If you look at the fundamental point of this allegory, Paul is distinguishing between those who have confidence in the flesh and those who are born of the Spirit. Ishmael is brought to bear because there is this underlying current that the Jews are in an advantageous position to the Gentiles because they're descended from Abraham according to the flesh. Circumcision is seen as a way for the Gentiles to get as close to ethnic and fleshly participation as possible.

Not so fast, argues Paul. Has everyone forgotten about Ishmael? In fact, as an aside, I'm repeatedly amazed at those who think that Jews have some corner on God's "blessing" because they descend from the loins of Abraham that they completely forget about Ishmael.

But I digress.

Paul essentially uses Ishmael as an illustration that all those who have confidence in the flesh are sons of Abraham for sure but, spiritually, they are sons of the slave woman regardless of whether they descended from Hagaar or Sarah. Spiritually they are of the flesh.

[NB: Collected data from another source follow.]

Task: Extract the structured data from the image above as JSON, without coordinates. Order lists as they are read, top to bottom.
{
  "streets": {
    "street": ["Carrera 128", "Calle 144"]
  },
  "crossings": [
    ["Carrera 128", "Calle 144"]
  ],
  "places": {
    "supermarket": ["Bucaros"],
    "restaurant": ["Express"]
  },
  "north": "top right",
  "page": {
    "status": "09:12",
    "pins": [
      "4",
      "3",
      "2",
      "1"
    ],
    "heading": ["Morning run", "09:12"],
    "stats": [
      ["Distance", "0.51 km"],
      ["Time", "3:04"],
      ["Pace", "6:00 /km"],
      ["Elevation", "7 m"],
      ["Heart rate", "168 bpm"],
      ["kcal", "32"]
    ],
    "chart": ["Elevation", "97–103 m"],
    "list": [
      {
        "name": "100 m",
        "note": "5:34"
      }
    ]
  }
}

In contrast, Isaac is born not according to the power of the flesh but is of the Spirit and is representative of those who are born of the Spirit. He's the son of the Promise.

It's not as if their familial ties are meaningless at this point but the larger issue is what Paul is trying to drive home: those who are of faith are the true spiritual heirs of Abraham. This is true for both the Old and New Covenants.

He also uses Ishmael as representative of the persecution that those who are only born in the flesh (within the Covenant) inflict against the children of God. A myopic view of this would only see the nations surrounding Israel as true of this but Paul's point is that _all_ of the persecution of the true children is captured under this idea. Thus, when Jeremiah was persecuted by fellow Jews it was the same idea. When Christ was persecuted by the Pharisess it was the same. When the Gentile Christians are persecuted by Judaizers, it's the same idea.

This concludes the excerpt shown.